House Speaker Paul Ryan gives a speech entitled “Building a Confident America” on April 27 at Gaston Hall at Georgetown University in Washington.

House Speaker Paul Ryan gives a speech entitled “Building a Confident America” on April 27 at Gaston Hall at Georgetown University in Washington.

The policy divide of the moment is Trump vs. Ryan

WASHINGTON — A presidential campaign throws policy differences into stark relief and so it is this time, on immigration, spending, trade, foreign affairs — you name it.

In this cockeyed campaign year, though, the divide at the moment is between the country’s top two Republicans: the presumptive presidential nominee Donald Trump and House Speaker Paul Ryan, a conspicuous holdout from the candidate’s bandwagon and a man once denounced by Trump for producing a “death wish” budget.

Trump the businessman’s “art of the deal” may get its first big test in the political world at an expected meeting next week with the speaker aimed at some version of common ground. It will bring together a sober, policy-driven, consensus-seeking conservative and a crowd-rousing improviser with indistinct ideology and a handful of core issues, several of them combustible.

Here are some of the contours of the chasm between them :

Spending

In December, after Ryan negotiated a plan to ease automatic spending curbs on the Pentagon and domestic agencies, Trump blasted him and other GOP leaders, saying “the elected Republicans in Congress threw in the towel and showed absolutely no budget discipline.”

Trump presents himself as a guardian of Social Security and Medicare even as other Republicans, Ryan chief among them, see no choice but to restrain their cost. “He represented cutting entitlements,” Trump said this year, recalling Ryan as Mitt Romney’s running mate in 2012. “That was the end of the campaign. I said, ‘you’ve got to be kidding.”’

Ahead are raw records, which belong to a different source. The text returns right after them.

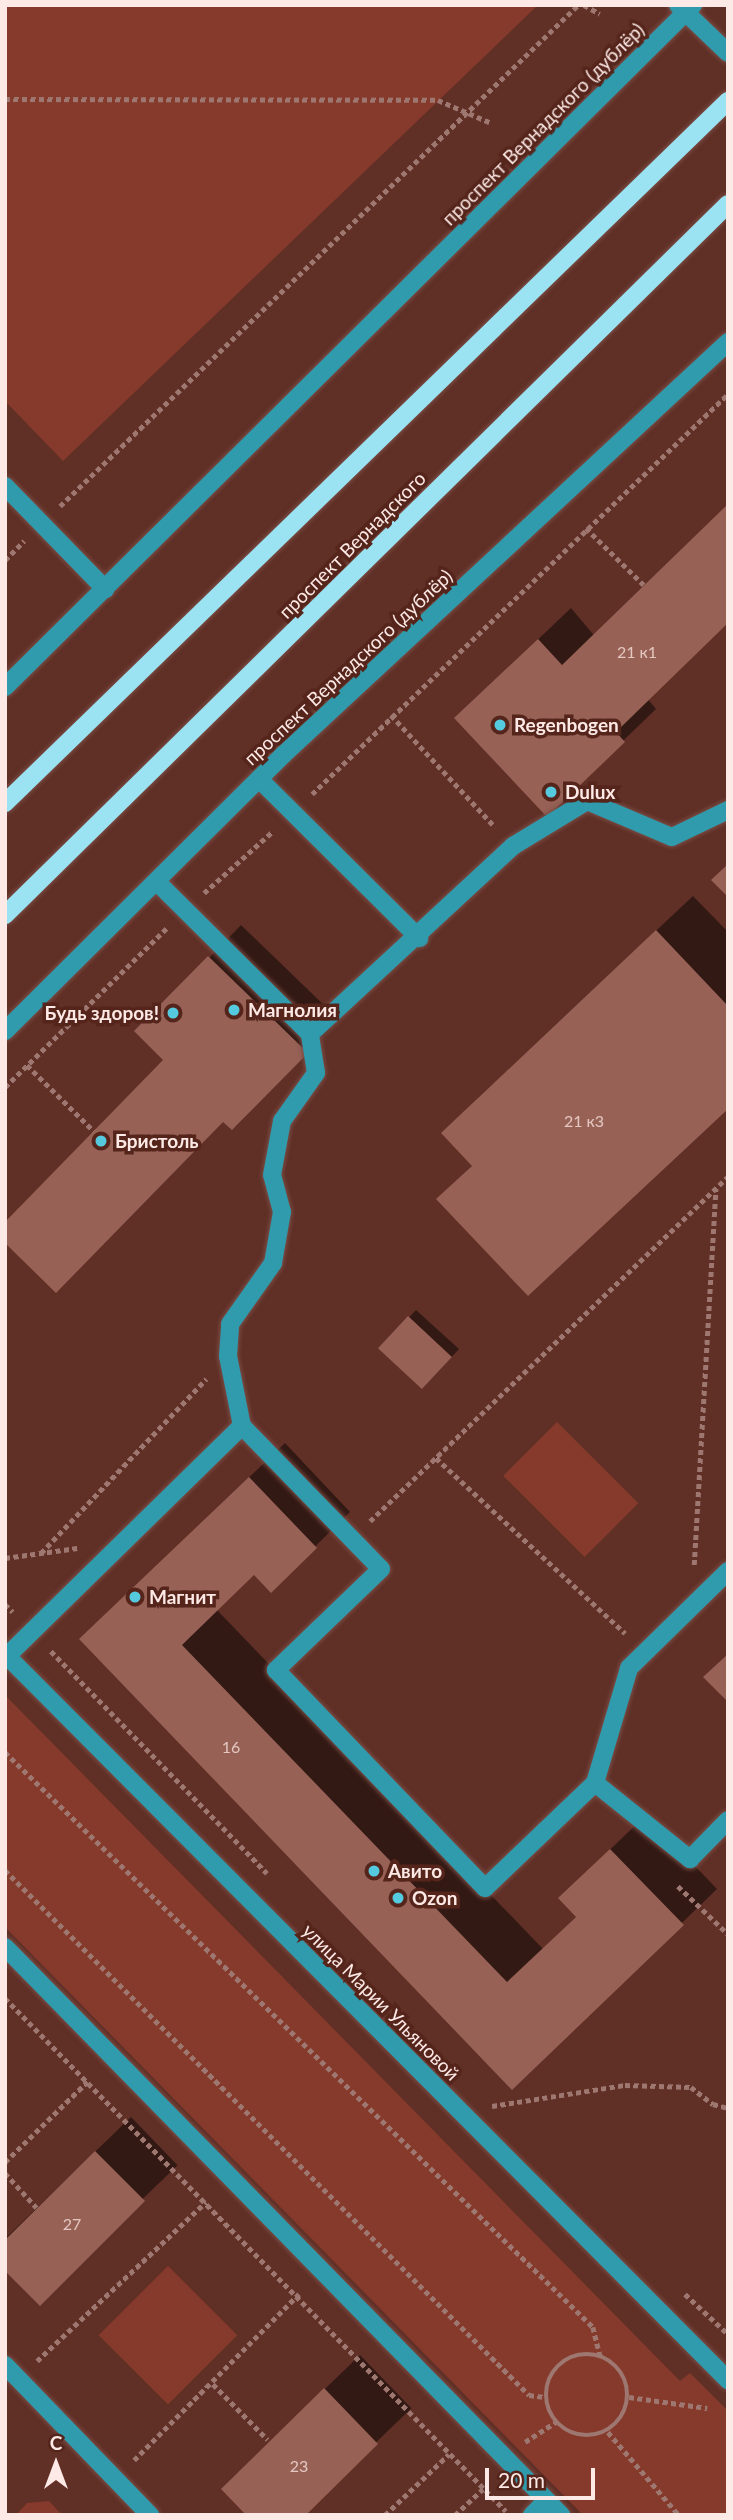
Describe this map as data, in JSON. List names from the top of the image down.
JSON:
{
  "streets": {
    "main road": ["проспект Вернадского"],
    "street": ["проспект Вернадского (дублёр)", "улица Марии Ульяновой"]
  },
  "places": [
    "Regenbogen",
    "Dulux",
    "Магнолия",
    "Будь здоров!",
    "Бристоль",
    "Магнит",
    "Авито",
    "Ozon"
  ],
  "house_numbers": [
    "21 к1",
    "21 к3",
    "16",
    "27",
    "23"
  ],
  "scale_bar": "20 m",
  "north": "top"
}
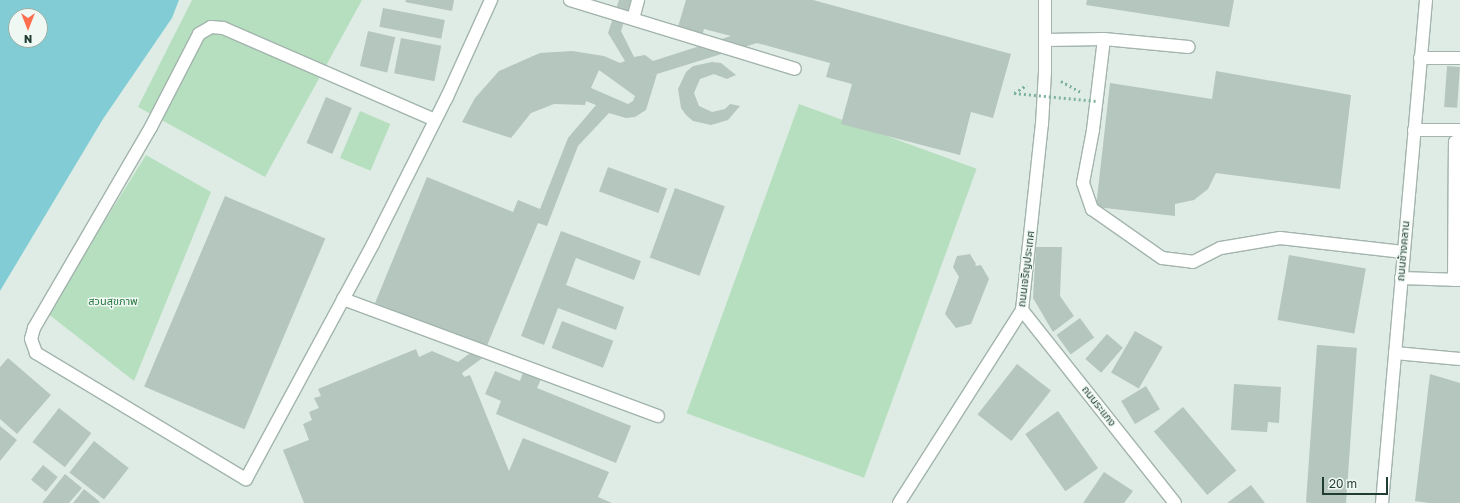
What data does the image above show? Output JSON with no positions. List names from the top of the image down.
{
  "streets": {
    "street": ["ถนนช้างคลาน", "ถนนเจริญประเทศ", "ถนนระแกง"]
  },
  "crossings": [
    ["ถนนเจริญประเทศ", "ถนนระแกง"]
  ],
  "parks": ["สวนสุขภาพ"],
  "scale_bar": "20 m",
  "north": "bottom"
}
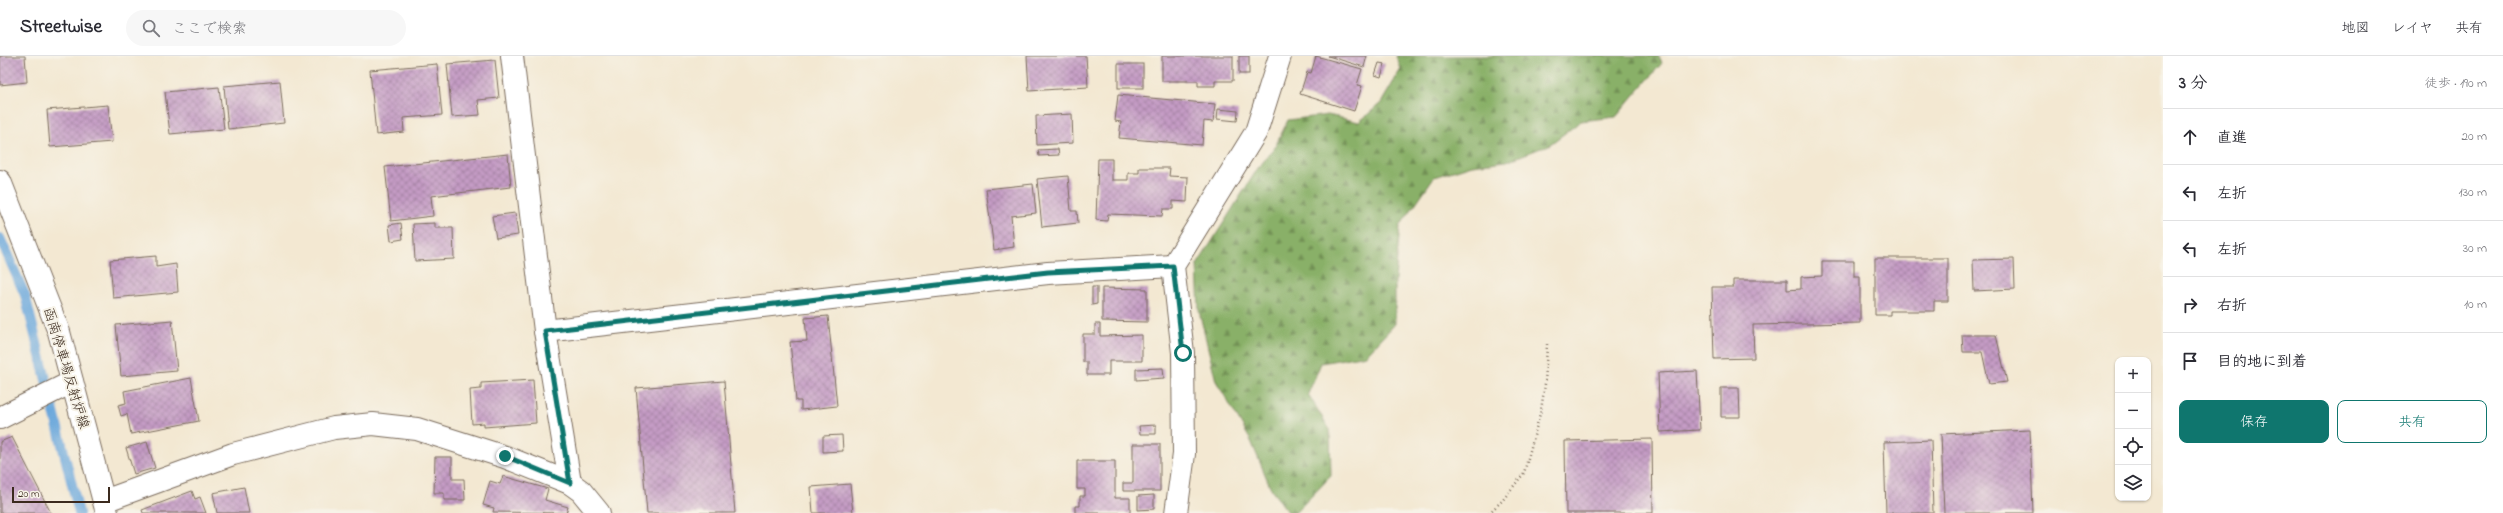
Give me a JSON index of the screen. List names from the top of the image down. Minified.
{"streets":{"street":["函南停車場反射炉線"]},"scale_bar":"20 m","page":{"header":"Streetwise","search":"ここで検索","nav":["地図","レイヤ","共有"],"heading":["3 分","徒歩 · 190 m"],"list":[["直進","20 m"],["左折","130 m"],["左折","30 m"],["右折","10 m"],"目的地に到着"],"map_buttons":["+","−"],"buttons":["保存","共有"],"scale":"20 m"}}
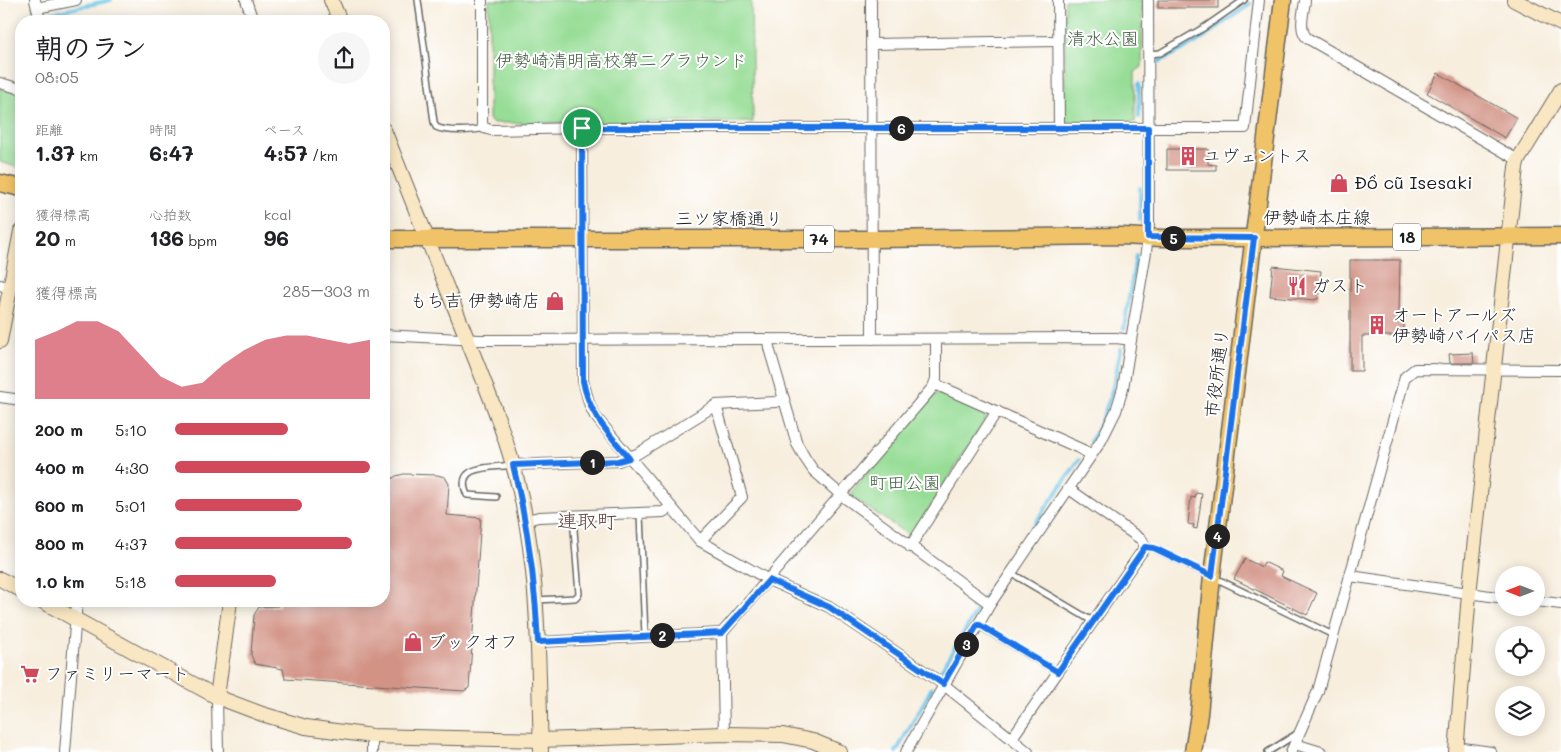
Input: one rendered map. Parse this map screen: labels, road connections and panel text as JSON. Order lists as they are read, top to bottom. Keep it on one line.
{"streets":{"main road":["伊勢崎本庄線","三ツ家橋通り","18","74","市役所通り"]},"crossings":[["伊勢崎本庄線","三ツ家橋通り"],["伊勢崎本庄線","市役所通り"],["三ツ家橋通り","市役所通り"]],"districts":["連取町"],"parks":["清水公園","伊勢崎清明高校第二グラウンド","町田公園"],"places":{"building":["ユヴェントス","オートアールズ 伊勢崎バイパス店"],"shop":["Đồ cũ Isesaki","もち吉 伊勢崎店","ブックオフ"],"restaurant":["ガスト"],"supermarket":["ファミリーマート"]},"north":"left","page":{"heading":["朝のラン","08:05"],"stats":[["距離","1.37 km"],["時間","6:47"],["ペース","4:57 /km"],["獲得標高","20 m"],["心拍数","136 bpm"],["kcal","96"]],"pins":["6","5","1","4","2","3"],"chart":["獲得標高","285–303 m"],"list":[{"name":"200 m","note":"5:10"},{"name":"400 m","note":"4:30"},{"name":"600 m","note":"5:01"},{"name":"800 m","note":"4:37"},{"name":"1.0 km","note":"5:18"}]}}
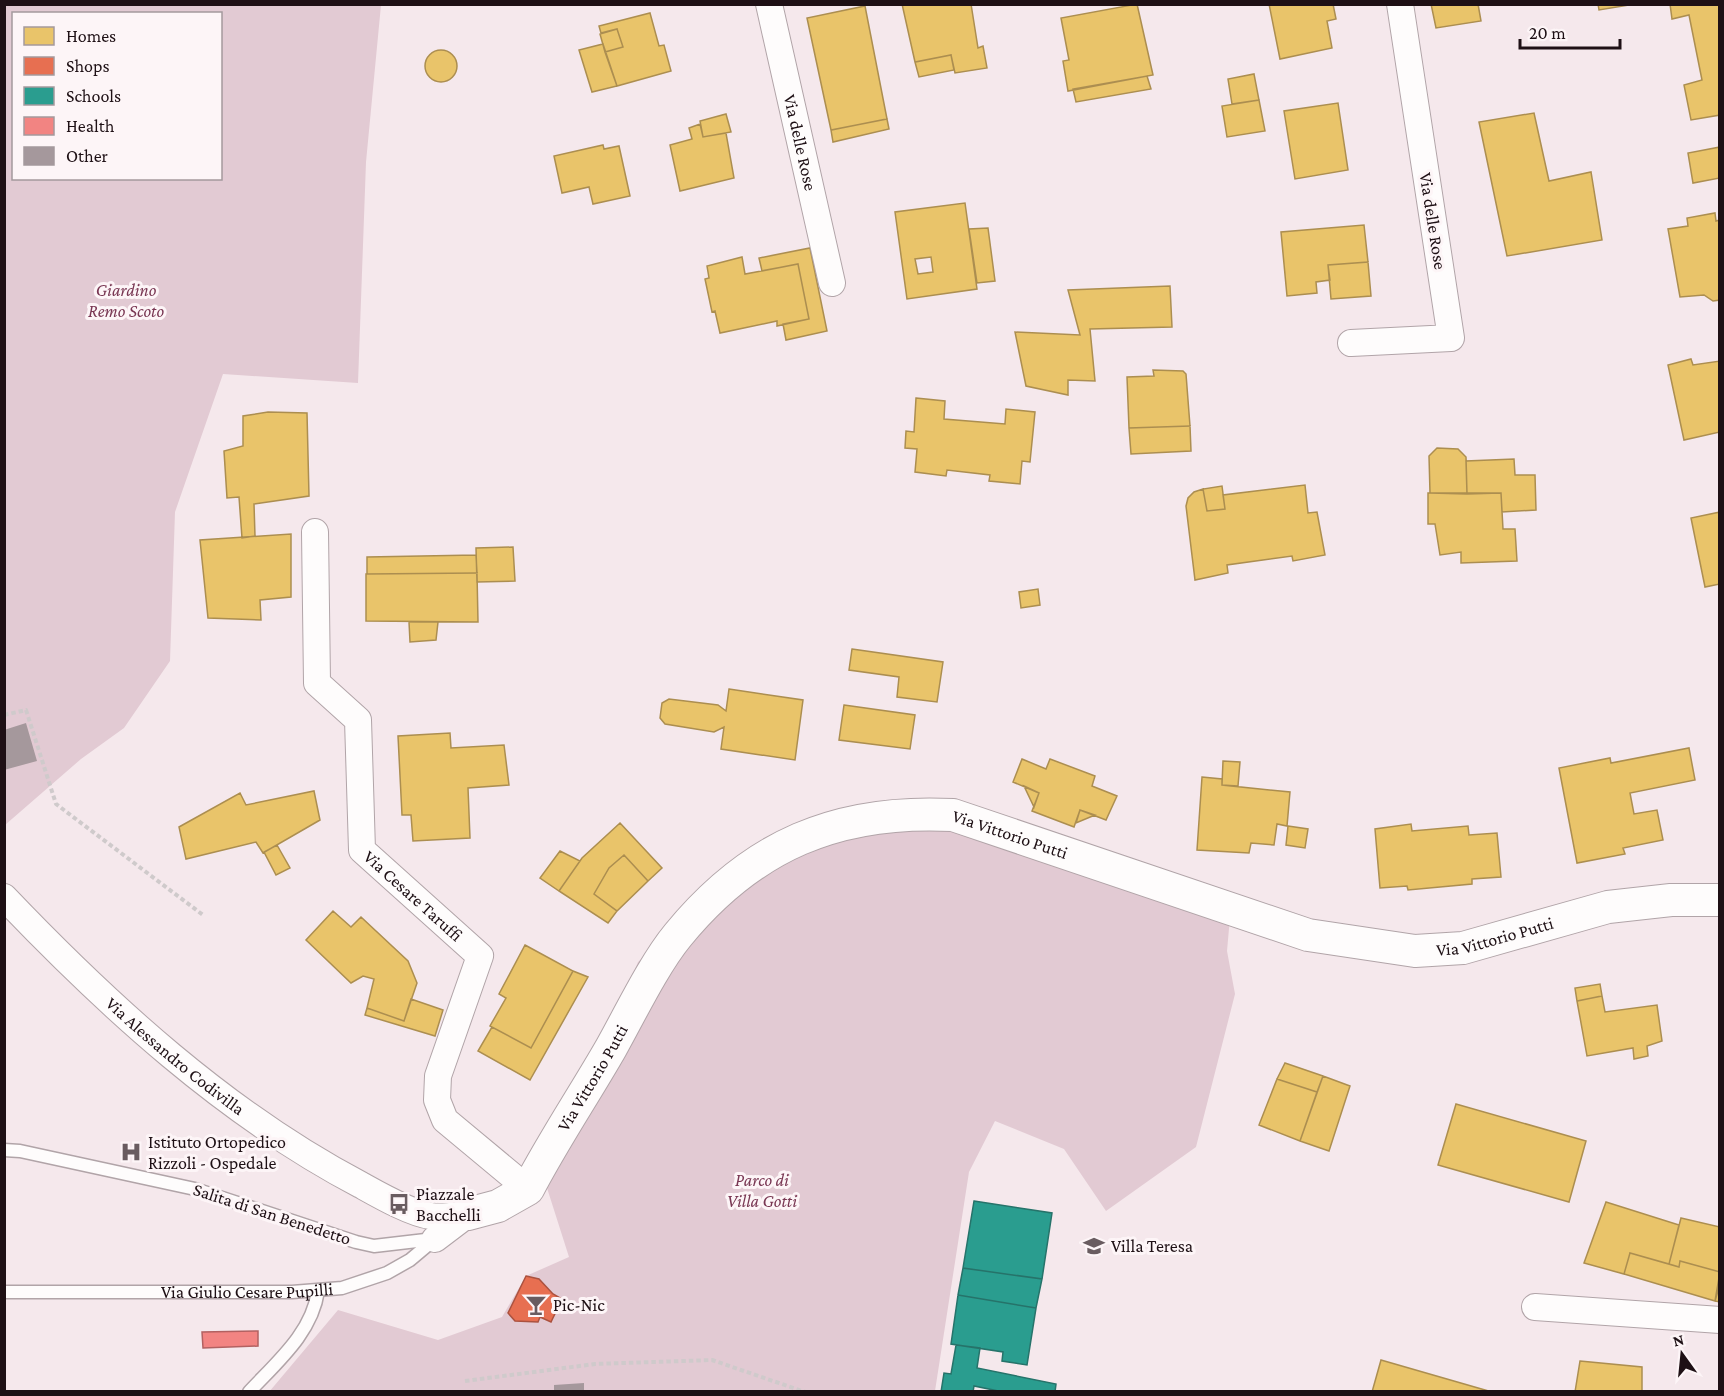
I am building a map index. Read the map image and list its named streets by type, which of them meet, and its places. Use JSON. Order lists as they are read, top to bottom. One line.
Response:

Trump says he can save Social Security by growing the economy, with no increases in the retirement age and or other scale-backs, a contention disputed by many economists.

In Trump’s view, Ryan hasn’t done right by the country for some years. As a budget leader before he became speaker, Ryan was the driving force behind attempts to control the debt, a mission he still embodies. His 2011 budget plan, heavy with spending cuts and a Medicare overhaul, earned Trump’s scorn. “If anyone needs more evidence of why the American people are suffering at the hands of their own government, look no further than the budget deal announced by Speaker Ryan,” he said at the time.

Trade

Ryan is a leading advocate for free trade and his support for deals negotiated by the Obama administration with Pacific nations and other partners is distinctly at odds with Trump’s vow to dismantle or renegotiate such agreements.

Immigration and Islam

Silent on the Republican presidential race for much of it, Ryan was moved to speak out when Trump proposed banning foreign Muslims from entering the U.S. until the security of Americans could be assured.

“Freedom of religion is a fundamental constitutional principle; it is a founding principle of this country,” Ryan said in response. Trump’s plan “is not what this party stands for, and more importantly it’s not what this country stands for.”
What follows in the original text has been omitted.